Vaia, la finta quiete dopo la tempesta

 

Vaia ha colpito il Triveneto e la Lombardia quasi due anni fa, ma i danni riportati sul territorio vanno ben oltre gli 8 milioni di metri cubi di legname abbattuto, secondo i dati forniti dalla società italiana di selvicoltura ed ecologia forestale: per ritrovare un evento simile negli annali bisogna risalire al 1966.

Inoltre, se la tempesta di fine ottobre 2018 conta almeno quattro precedenti di dimensioni decisamente superiori a livello europeo, l’area interessata da Vaia è molto più circoscritta.

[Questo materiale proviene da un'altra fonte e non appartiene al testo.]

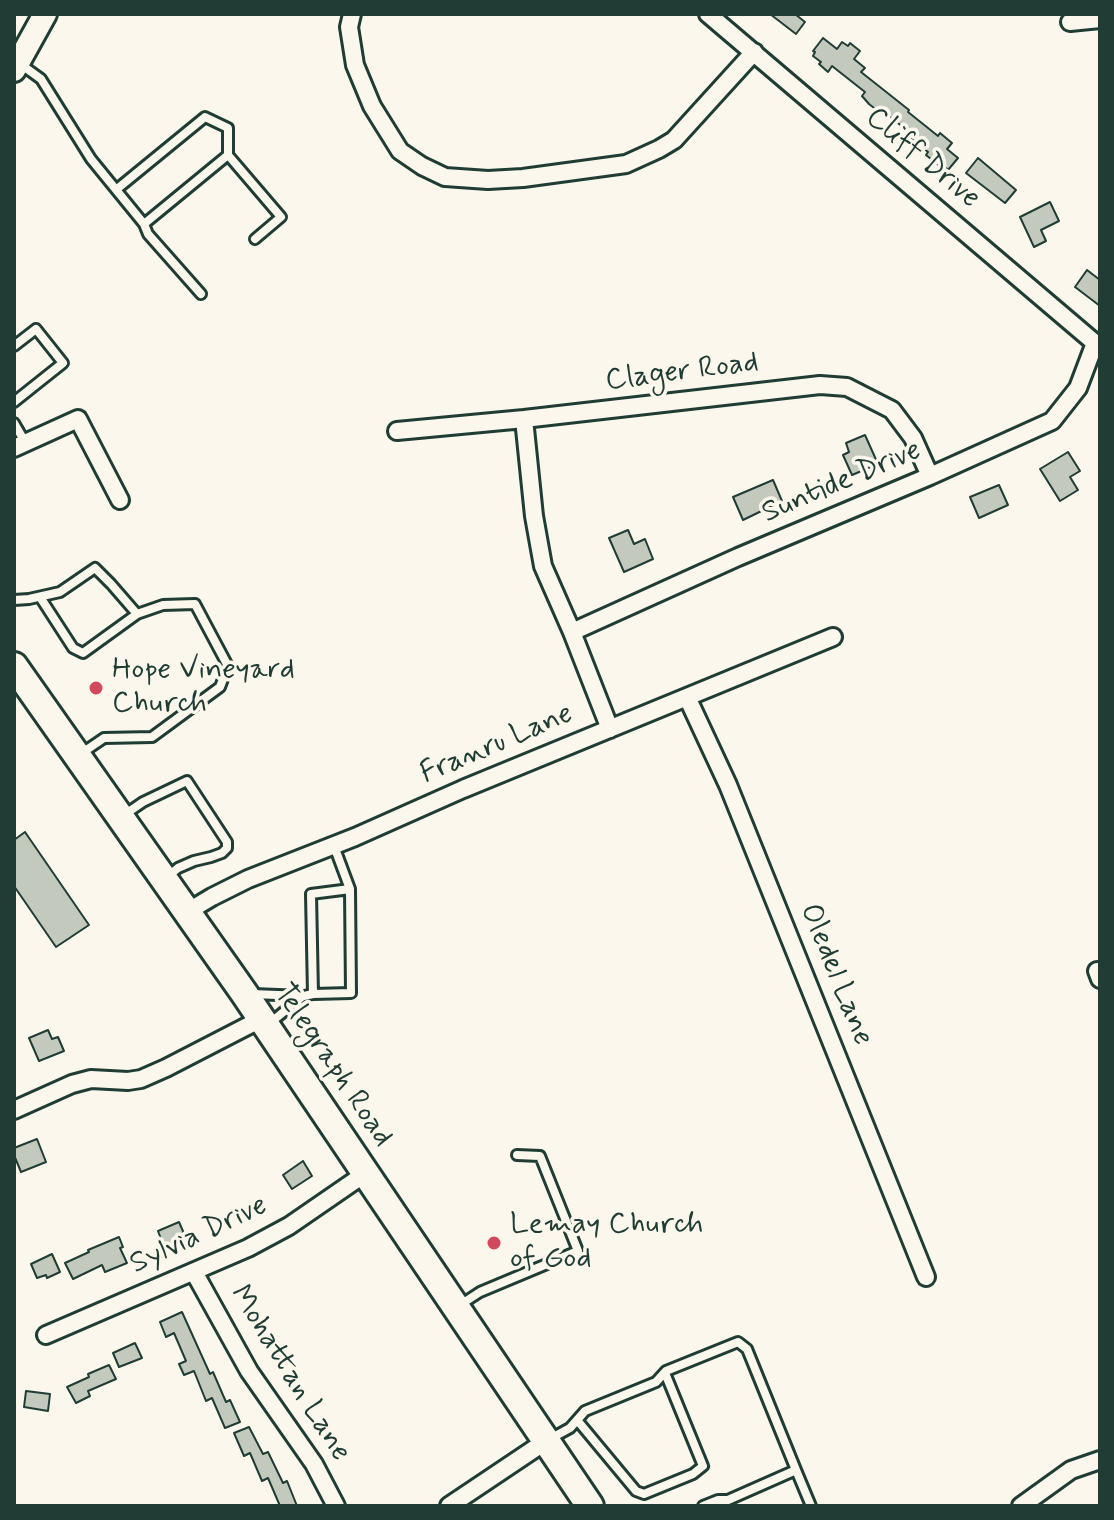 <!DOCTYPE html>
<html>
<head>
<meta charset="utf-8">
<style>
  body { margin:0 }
  #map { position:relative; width:1114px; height:1520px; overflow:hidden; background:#fbf7ec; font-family:Mynerve,sans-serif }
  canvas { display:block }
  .frame { position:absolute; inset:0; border:16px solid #1f3d34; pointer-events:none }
</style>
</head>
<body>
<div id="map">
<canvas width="1114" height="1520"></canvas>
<div class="frame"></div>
</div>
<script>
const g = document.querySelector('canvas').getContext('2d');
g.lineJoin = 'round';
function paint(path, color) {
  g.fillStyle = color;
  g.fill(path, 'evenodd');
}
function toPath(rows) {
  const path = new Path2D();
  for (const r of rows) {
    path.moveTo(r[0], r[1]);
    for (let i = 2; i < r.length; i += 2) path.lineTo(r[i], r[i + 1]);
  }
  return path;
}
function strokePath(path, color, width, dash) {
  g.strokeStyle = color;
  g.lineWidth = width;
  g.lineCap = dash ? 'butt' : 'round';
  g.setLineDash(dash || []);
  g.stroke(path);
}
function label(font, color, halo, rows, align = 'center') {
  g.font = font + ' Mynerve,sans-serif';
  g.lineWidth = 7;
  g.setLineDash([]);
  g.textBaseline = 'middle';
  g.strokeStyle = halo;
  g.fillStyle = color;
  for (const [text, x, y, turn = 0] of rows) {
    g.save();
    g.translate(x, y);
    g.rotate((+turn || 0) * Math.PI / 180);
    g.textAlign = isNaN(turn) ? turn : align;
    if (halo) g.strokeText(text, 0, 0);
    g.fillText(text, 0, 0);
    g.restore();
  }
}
const building = toPath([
  [770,14,795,14,805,22,796,34,770,14],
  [823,38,837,49,842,42,848,46,850,43,860,51,854,59,865,68,861,72,909,110,908,112,938,136,940,133,952,143,947,149,958,158,948,170,944,166,942,168,926,155,928,152,911,138,913,135,880,109,878,111,869,104,862,96,865,92,832,66,828,72,819,64,821,62,813,56,815,52,813,51,823,38],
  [978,158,1016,190,1005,203,966,173,978,158],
  [1050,202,1059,221,1041,230,1046,241,1034,247,1020,217,1050,202],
  [1087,270,1100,280,1100,306,1075,287,1087,270],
  [865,435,878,464,852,475,843,455,849,452,846,443,865,435],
  [1068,452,1080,471,1070,477,1078,490,1060,501,1040,469,1068,452],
  [773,480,782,501,743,520,733,497,773,480],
  [999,485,1008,505,979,518,970,497,999,485],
  [628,530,634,544,645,539,653,559,624,572,609,538,628,530],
  [25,832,89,925,56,947,14,886,14,840,25,832],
  [48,1030,52,1039,58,1037,64,1051,39,1061,29,1038,48,1030],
  [37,1139,46,1162,21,1172,14,1155,14,1148,37,1139],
  [303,1161,312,1176,292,1189,283,1175,303,1161],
  [179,1222,186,1238,164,1247,158,1231,179,1222],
  [119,1237,123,1247,120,1248,127,1263,105,1272,102,1265,73,1279,65,1263,89,1252,88,1250,119,1237],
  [52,1254,60,1272,47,1278,46,1275,37,1278,31,1264,52,1254],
  [182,1312,210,1374,213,1372,226,1402,230,1400,240,1422,225,1428,212,1398,206,1401,194,1371,184,1375,179,1364,186,1361,174,1333,166,1337,160,1322,182,1312],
  [135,1343,142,1358,119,1367,113,1353,135,1343],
  [109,1365,116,1379,88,1391,90,1396,76,1403,67,1387,89,1377,88,1374,109,1365],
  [26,1391,50,1394,48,1411,24,1407,26,1391],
  [249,1427,263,1454,268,1452,283,1483,287,1481,297,1506,280,1506,268,1478,262,1481,250,1453,244,1456,234,1433,249,1427]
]);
const lane = toPath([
  [19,63,41,79,91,159,144,224,148,234,201,294],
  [117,189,205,117,228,128,228,155,281,217,255,239],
  [144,224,228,155],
  [14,346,36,329,63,363,14,402],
  [14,423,25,442],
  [40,597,73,648,83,653,137,614],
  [14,600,29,599,60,592,95,568,111,584,137,614,163,605,195,604,228,666,220,687,152,737,104,738,79,755],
  [124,815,143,802,187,781,227,842,227,848,222,853,211,857,194,861,178,868,167,877],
  [334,846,350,889,351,993,313,994,311,894,350,889],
  [252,994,304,996,313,994],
  [270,1023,303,996],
  [460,1305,480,1292,578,1251,540,1156,517,1155],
  [577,1420,636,1491,644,1494,693,1474,703,1466,665,1373],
  [548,1440,570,1428,585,1411,656,1382,666,1371,738,1342,747,1349,796,1470,728,1500,718,1500,703,1506],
  [796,1470,811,1506]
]);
const street = toPath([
  [352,14,349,27,355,65,372,106,400,151,422,166,445,177,488,180,523,178,626,164,659,149,674,140,754,52],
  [708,14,1095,343,1100,344],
  [1070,22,1100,19],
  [524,419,534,516,543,566,572,632,610,729],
  [397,431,524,419,820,385,847,387,892,410,913,438,930,476],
  [14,448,78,419,120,500],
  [572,632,738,557,930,476,1052,421,1078,388,1095,343],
  [687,697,728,785,926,1277],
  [187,912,212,897,248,879,355,837,463,789,833,637],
  [1097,971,1100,979],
  [14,1110,72,1084,91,1079,128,1081,141,1079,166,1068,261,1019],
  [194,1272,249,1371,314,1464,336,1506],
  [46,1335,248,1248,289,1226,366,1173],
  [449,1506,546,1441],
  [1021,1506,1071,1470,1100,1460]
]);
const secondary = toPath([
  [14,70,45,14]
]);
const primary = toPath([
  [14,666,244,993,590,1506]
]);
const markers = [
  [96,688,8,"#d1495b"],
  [494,1243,8,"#d1495b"]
];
const streetNames = [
  ["Cliff Drive",922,159,40],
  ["Clager Road",682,373,-7],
  ["Suntide Drive",842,483,-23],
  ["Franru Lane",497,745,-23],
  ["Oledel Lane",835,975,68],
  ["Telegraph Road",332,1066,56],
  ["Sylvia Drive",199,1236,-25],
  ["Mohattan Lane",289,1374,58]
];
const poiNames = [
  ["Hope Vineyard",112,671],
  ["Church",112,705],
  ["Lemay Church",510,1226],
  ["of God",510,1260]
];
paint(building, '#c4c9be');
strokePath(building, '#1f3d34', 2);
strokePath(lane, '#1f3d34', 14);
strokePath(street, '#1f3d34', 22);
strokePath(secondary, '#1f3d34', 28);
strokePath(primary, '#1f3d34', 32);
strokePath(lane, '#fbf7ec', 8);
strokePath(street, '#fbf7ec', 16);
strokePath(secondary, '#fbf7ec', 22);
strokePath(primary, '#fbf7ec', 26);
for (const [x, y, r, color] of markers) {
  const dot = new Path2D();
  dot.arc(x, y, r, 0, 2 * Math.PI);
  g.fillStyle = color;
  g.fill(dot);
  strokePath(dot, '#fbf7ec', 3);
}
label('30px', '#1f3d34', '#fbf7ec', streetNames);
label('30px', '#1f3d34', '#fbf7ec', poiNames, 'left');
</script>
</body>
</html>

La violenza dei venti, che hanno raggiunto i 200 chilometri all’ora, ha superato anche per più del doppio la velocità sopportabile dalle nostre foreste.

Una delle regioni più danneggiate è stata il Trentino-Alto Adige e solo in provincia di Trento si sono registrati circa la metà degli abbattimenti: le immagini della famosa «foresta dei violini» distrutta dalla tempesta è il simbolo di un problema di dimensioni assai maggiori.

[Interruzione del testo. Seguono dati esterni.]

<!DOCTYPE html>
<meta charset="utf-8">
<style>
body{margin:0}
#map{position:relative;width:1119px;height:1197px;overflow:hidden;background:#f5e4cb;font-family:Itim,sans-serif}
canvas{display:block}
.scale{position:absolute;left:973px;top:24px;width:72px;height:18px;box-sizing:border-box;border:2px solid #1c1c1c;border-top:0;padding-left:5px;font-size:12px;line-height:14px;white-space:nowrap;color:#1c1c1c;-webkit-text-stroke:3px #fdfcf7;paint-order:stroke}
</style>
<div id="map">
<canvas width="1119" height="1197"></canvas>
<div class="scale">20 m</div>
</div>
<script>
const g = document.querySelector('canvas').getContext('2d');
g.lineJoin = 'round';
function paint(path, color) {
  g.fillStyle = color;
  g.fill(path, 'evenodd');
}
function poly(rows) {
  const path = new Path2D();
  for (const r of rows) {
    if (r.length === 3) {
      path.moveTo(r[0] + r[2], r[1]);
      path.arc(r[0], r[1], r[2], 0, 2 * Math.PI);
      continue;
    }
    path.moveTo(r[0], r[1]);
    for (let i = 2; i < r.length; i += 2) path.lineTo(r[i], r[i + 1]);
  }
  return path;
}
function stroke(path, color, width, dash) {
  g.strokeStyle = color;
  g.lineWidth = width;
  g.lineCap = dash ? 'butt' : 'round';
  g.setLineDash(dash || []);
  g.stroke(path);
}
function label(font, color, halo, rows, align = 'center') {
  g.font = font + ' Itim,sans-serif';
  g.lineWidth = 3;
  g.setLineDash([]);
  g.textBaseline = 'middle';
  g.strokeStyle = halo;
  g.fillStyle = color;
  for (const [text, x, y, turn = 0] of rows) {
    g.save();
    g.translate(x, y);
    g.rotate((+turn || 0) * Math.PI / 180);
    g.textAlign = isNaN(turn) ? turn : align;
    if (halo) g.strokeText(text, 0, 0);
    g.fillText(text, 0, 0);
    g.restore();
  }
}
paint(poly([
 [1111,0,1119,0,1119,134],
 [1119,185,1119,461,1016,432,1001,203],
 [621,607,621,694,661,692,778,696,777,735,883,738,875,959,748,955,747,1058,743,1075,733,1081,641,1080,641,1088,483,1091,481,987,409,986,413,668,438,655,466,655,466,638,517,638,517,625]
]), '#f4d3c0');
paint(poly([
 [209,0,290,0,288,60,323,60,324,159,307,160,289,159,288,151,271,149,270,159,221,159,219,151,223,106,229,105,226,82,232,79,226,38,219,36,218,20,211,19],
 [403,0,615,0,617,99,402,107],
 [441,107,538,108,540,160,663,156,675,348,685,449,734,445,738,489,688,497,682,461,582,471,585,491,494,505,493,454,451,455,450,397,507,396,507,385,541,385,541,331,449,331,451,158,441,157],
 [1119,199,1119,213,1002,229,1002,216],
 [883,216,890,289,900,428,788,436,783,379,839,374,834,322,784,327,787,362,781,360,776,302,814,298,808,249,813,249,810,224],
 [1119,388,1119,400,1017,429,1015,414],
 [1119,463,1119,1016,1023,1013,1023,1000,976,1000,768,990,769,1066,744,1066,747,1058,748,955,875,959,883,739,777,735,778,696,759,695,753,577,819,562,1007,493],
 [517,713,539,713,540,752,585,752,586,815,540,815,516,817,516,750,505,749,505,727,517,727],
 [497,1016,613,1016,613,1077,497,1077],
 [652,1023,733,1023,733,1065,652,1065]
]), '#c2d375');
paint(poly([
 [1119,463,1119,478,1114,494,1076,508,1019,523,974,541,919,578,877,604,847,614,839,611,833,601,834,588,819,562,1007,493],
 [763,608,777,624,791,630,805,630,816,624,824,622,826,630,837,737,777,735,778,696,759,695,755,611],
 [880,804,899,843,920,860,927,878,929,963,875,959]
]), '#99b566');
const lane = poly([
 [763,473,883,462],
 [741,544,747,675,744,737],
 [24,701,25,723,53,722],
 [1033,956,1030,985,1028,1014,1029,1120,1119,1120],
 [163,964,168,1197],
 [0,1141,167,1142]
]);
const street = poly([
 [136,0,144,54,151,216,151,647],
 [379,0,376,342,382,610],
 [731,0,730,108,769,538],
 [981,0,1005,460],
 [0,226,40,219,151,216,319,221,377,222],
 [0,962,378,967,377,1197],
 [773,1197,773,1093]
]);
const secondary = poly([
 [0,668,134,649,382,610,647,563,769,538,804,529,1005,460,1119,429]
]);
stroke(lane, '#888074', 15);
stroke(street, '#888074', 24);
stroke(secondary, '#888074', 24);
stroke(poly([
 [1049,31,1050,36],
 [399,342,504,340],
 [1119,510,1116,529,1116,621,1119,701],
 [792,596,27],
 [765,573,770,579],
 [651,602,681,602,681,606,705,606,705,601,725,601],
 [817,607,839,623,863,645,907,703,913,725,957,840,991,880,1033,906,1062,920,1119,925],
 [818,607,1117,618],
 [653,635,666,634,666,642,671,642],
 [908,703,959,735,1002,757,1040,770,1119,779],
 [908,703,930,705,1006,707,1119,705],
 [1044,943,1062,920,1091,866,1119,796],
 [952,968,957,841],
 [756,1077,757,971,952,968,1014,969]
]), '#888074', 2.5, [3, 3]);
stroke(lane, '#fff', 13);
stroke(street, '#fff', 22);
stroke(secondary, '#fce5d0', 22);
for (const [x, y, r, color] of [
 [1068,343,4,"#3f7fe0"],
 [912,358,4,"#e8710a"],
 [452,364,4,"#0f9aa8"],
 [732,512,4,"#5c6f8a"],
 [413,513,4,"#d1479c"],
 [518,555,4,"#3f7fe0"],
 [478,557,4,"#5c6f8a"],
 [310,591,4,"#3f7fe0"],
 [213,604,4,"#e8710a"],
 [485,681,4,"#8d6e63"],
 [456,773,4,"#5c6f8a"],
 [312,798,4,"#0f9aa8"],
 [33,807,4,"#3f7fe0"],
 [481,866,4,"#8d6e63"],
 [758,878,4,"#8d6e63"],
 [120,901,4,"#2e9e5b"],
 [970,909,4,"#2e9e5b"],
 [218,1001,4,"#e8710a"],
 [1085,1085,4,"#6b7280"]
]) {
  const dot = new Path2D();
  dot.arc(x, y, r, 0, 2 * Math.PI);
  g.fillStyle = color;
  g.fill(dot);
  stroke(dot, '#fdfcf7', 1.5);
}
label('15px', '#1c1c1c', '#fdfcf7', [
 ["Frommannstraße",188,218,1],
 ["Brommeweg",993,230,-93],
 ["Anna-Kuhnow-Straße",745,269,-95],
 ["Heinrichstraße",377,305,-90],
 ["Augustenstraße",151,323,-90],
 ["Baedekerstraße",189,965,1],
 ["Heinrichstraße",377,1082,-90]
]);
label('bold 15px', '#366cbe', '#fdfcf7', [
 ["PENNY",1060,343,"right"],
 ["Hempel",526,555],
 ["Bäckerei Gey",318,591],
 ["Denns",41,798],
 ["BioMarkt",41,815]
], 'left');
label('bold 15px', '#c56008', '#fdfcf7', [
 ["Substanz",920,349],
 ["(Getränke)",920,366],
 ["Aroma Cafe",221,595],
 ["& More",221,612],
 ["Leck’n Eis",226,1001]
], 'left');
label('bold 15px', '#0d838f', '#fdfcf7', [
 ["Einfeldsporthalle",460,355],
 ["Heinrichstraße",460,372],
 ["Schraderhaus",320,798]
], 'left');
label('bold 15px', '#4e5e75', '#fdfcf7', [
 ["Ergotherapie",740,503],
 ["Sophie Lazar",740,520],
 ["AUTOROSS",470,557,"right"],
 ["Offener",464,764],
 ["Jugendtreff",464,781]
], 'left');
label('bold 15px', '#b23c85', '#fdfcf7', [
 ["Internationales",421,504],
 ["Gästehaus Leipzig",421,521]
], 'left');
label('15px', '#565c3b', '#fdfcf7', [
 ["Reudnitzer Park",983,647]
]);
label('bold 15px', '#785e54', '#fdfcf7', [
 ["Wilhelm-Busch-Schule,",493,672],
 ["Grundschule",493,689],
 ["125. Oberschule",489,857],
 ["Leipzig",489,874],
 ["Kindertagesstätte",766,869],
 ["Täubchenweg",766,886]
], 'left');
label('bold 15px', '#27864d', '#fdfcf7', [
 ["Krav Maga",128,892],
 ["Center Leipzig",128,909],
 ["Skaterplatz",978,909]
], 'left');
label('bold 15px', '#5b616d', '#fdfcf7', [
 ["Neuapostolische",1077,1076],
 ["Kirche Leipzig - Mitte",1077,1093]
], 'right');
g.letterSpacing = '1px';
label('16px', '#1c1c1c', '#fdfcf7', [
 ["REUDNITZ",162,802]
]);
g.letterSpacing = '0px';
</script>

«Sono stati colpiti 19.500 ettari ed è finita a terra una quantità di legname corrispondente grosso modo a quanto ne viene abbattuto nell’arco di nove anni» spiega Giovanni Giovannini, dirigente del servizio foreste e fauna della Provincia Autonoma di Trento.

L’errore oggi sarebbe pensare che – finita l’emergenza delle prime ore – il peggio sia passato.

I problemi invece sono molteplici e si acuiscono con il passare dei mesi.

Giacomo Boninsegna, scario della Magnifica Comunità di Fiemme, rappresenta uno degli enti che da quasi mille anni gestisce il patrimonio forestale della zona, con le valli di Fiemme e Fassa che hanno subito tra i danni più ingenti insieme al Piné, al Lagorai, alla Valsugana e al Primiero.

«Da noi sono andati distrutti 320 mila metri cubi di bosco, ma abbiamo iniziato subito a lavorare per liberare il territorio dalle piante abbattute.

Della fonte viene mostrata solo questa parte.